Continuation vote and whitewash fees incurred amounted to £180,564 including legal, advisory and other professional fees. Whitewash fees paid to J.P. Morgan Cazenove and Ernst & Young amounted to £85,564 and £40,000 respectively. Included in Other Expenses are non audit fees of £8,329 also paid to Ernst & Young.

 

11. RESERVES



31.10.10

31.10.09



£

£

Distributable reserves at 1 November

71,782,472

66,702,621

Net (loss)/profit for the year


(4,721,329)

5,079,851



67,061,143

71,782,472

 

No distributions were made from this reserve account during the year.

 

12. FINANCIAL INSTRUMENTS AND RISK PROFILE

The investment objective of the Company is to seek to achieve, consistent absolute returns by investing in five Underlying Funds.

 

The Company's financial instruments comprise financial assets at fair value through profit or loss, cash and cash equivalents and certain receivables and payables.

 

The main risks arising from the Company's financial instruments are market risk (market price risk, foreign currency risk and interest rate risk), credit risk and liquidity risk.

 

Market risk

The Company's investments are subject to market fluctuations and the risk inherent in the purchase, holding or selling of securities and there can be no assurance that appreciation or maintenance in the value of those investments will occur.

 

Investments in unlisted securities are generally more illiquid than listed securities and there may be no ready market for such securities at an appropriate price or even at all. Furthermore, the net asset values for such unlisted securities tend to be published on a less frequent basis than for listed securities.

 

The Investment Manager of the Underlying Funds continues to monitor and oversee the profile of the portfolio on a regular basis to ensure risks are managed. 

 

Strategies of the Underlying Funds

The Company's Investment Manager currently classifies the strategies of the Cazenove European Equity Absolute Return Fund, the Cazenove UK Equity Absolute Return Fund and the Cazenove Leveraged UK Equity Absolute Return Fund Limited as being largely uncorrelated with the direction of the underlying equity markets.

 

These Underlying Funds' managers aim to deliver consistent, low risk absolute returns irrespective of market conditions. This includes offering a strategy of genuine asset diversification through minimum correlation to the stock market index and approximately one third of market volatility. The Underlying Funds' managers consider that a business cycle approach to markets is well suited to a long/short strategy as it seeks to perform in all economic and market conditions. The Underlying Funds' managers believe that their pragmatic approach recognises that stock selection is key to a diversified portfolio but that companies are affected by changes in the macro-economic and interest rate environment.

 

The Company's Investment Manager currently classifies the strategies of the Cazenove UK Dynamic Absolute Return Fund as alpha enhancing and more directional. This Underlying Fund's managers aim to deliver consistent, absolute returns irrespective of market conditions with lower market volatility in the medium to long term. The approach will consider the macro and business cycle factors. However, the key strategy will be a bottom up approach in identifying under valued stocks with an investment angle. Each stock held will have a valuation target.

 

The Company's Investment Manager also classifies the strategies of the Cazenove European Alpha Absolute Return Fund Limited as alpha enhancing and more directional. The Investment Manager of this Underlying Fund uses a screening process which identifies stocks that are likely to have a significant movement in share price within a short time horizon (up to six months). This Underlying Fund adheres to a clear stock picking approach with a high level of concentration. Equity is the main asset class but this Underlying Fund can also trade in options and debt instruments, however, only to capture returns which cannot be generated otherwise.

 

Market price risk

Market price risk arises mainly from the uncertainty about future prices of the financial instruments held by the Company.  It represents the potential loss the Company may suffer through holding market positions in the face of price movements.

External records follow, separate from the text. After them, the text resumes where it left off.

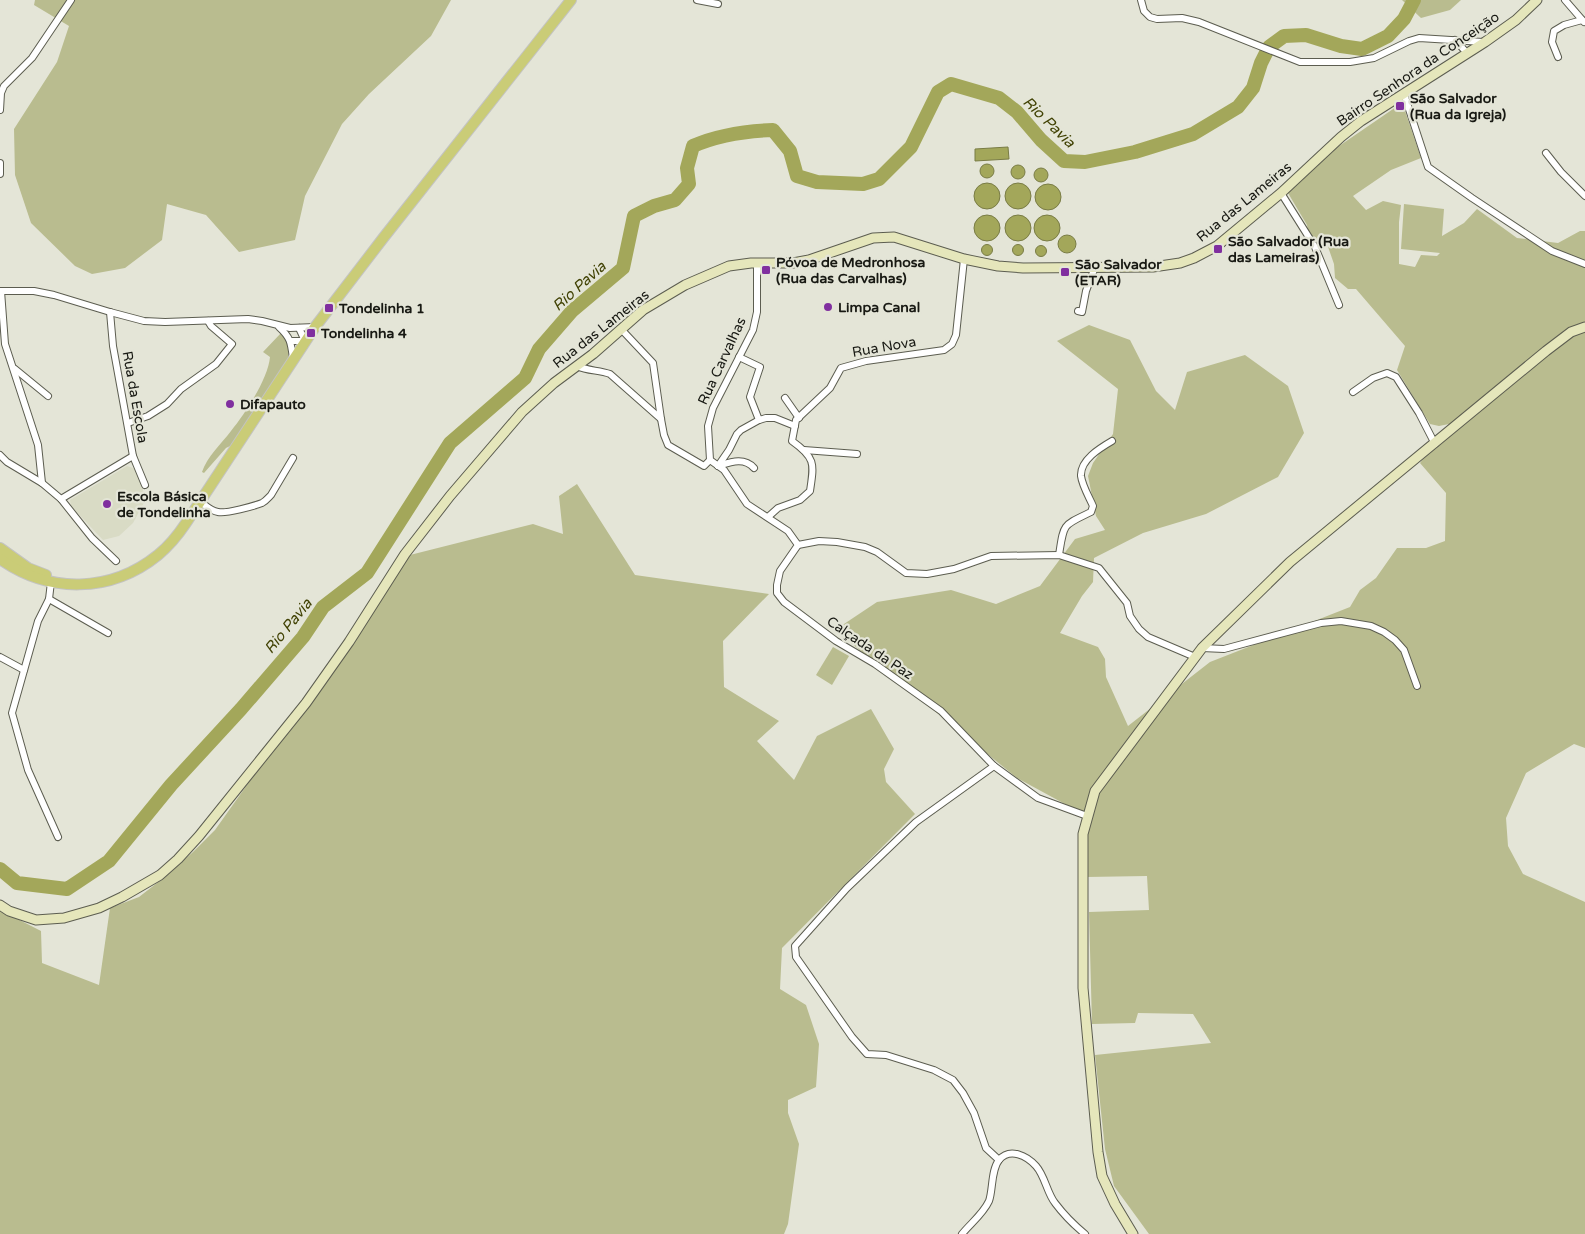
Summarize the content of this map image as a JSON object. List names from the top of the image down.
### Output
{
  "streets": {
    "street": [
      "Bairro Senhora da Conceição",
      "Rua das Lameiras",
      "Rua Nova",
      "Rua Carvalhas",
      "Rua da Escola",
      "Calçada da Paz"
    ]
  },
  "crossings": [
    ["Bairro Senhora da Conceição", "Rua das Lameiras"],
    ["Rua das Lameiras", "Rua Nova"],
    ["Rua das Lameiras", "Rua Carvalhas"]
  ],
  "water": ["Rio Pavia"],
  "places": {
    "transit": [
      "São Salvador (Rua da Igreja)",
      "São Salvador (Rua das Lameiras)",
      "Póvoa de Medronhosa (Rua das Carvalhas)",
      "São Salvador (ETAR)",
      "Tondelinha 1",
      "Tondelinha 4"
    ],
    "other": ["Limpa Canal", "Difapauto", "Escola Básica de Tondelinha"]
  }
}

The Company's investment portfolio is exposed to market price fluctuations which are monitored by the Manager in pursuance of the investment objectives and policies. 

 

Market price sensitivity analysis

The sensitivity analysis below has been determined based on exposure to equity price risks at the reporting date.

 

If the net asset values of the Underlying Funds had been 10% (31 October 2009: 10%) higher/lower, net profit and reserves figures increase/decrease by £6,643,091 (31 October 2009: £7,825,116). The 10% (31 October 2009: 10%) price movement is the Directors' best estimate of a reasonably possible price movement during the year.

 

Foreign currency risk

Foreign currency risk arises from fluctuations in the value of foreign currency. It represents the potential loss the Company may suffer through holding foreign currency assets in the face of foreign exchange movements.

 

The Underlying Fund portfolio invest in equity funds which in turn invest in equities denominated in currencies other than Sterling. The Underlying Funds use forward foreign exchange contracts to manage but not eliminate the risk associated with holding assets in foreign currency.

 

Foreign currency sensitivity

If the exchange rate of Sterling weakens by 5% against the currencies in which the Underlying Funds invest, with the assumption that all other variables are held constant, the Company's net assets would decrease by £904,674 (31 October 2009: £33,690). The same amount but with reverse effect will happen if Sterling strengthens by 5%.

 

The 5% movement in exchange rate represents the Directors' assessment, based on the foreign exchange rate movements over the relevant year, of the reasonably possible change in foreign exchange rates.

 

Interest rate risk

Interest rate risk represents the uncertainty of investment return due to changes in the market rates of interest. Interest receivable on bank deposits or payable on bank overdraft will be affected by fluctuations in interest rates. All cash balances are at variable rates. Increases in interest rates will also increase the borrowing costs of the Company should the borrowing facility be used.

 

Interest rate/risk profile of financial assets and liabilities:


Weighted average interest rate

Less than 1 month

1-3 months

No fixed date

Total



£

£

£

£

31 October 2010






Assets






Non-interest bearing


-

-

66,430,911

66,430,911

Cash and cash equivalents

0.00%

-

1,758,886

-

1,758,886



-

1,758,886

66,430,911

68,189,797

Liabilities






Non-interest bearing


-

25,207

11,194

36,401



-

25,207

11,194

36,401

 


Weighted average interest rate

Less than 1 month

1-3 months

No fixed date

Total



£

£

£

£

31 October 2009






Assets






Non-interest bearing

 -

 -

-

78,251,157

78,251,157

Cash and cash equivalents

0.03%

 -

227,131

 -

227,131



-

227,131

78,251,157

78,478,288

Liabilities






Non-interest bearing

 -

 -

26,234

 8,500

34,734



 -

26,234

 8,500

34,734

 

Interest rate sensitivity

Cash and cash equivalents and receivables will be affected by movements in interest rates. However, no material impact on the Statement of Comprehensive Income nor Statement of Financial Position is expected due to the immateriality of these items as of the year end (31 October 2009: no material impact).

 

Credit risk

Credit risk is the risk that an issuer or counterparty will be unable or unwilling to meet a commitment that it has entered into within the Company.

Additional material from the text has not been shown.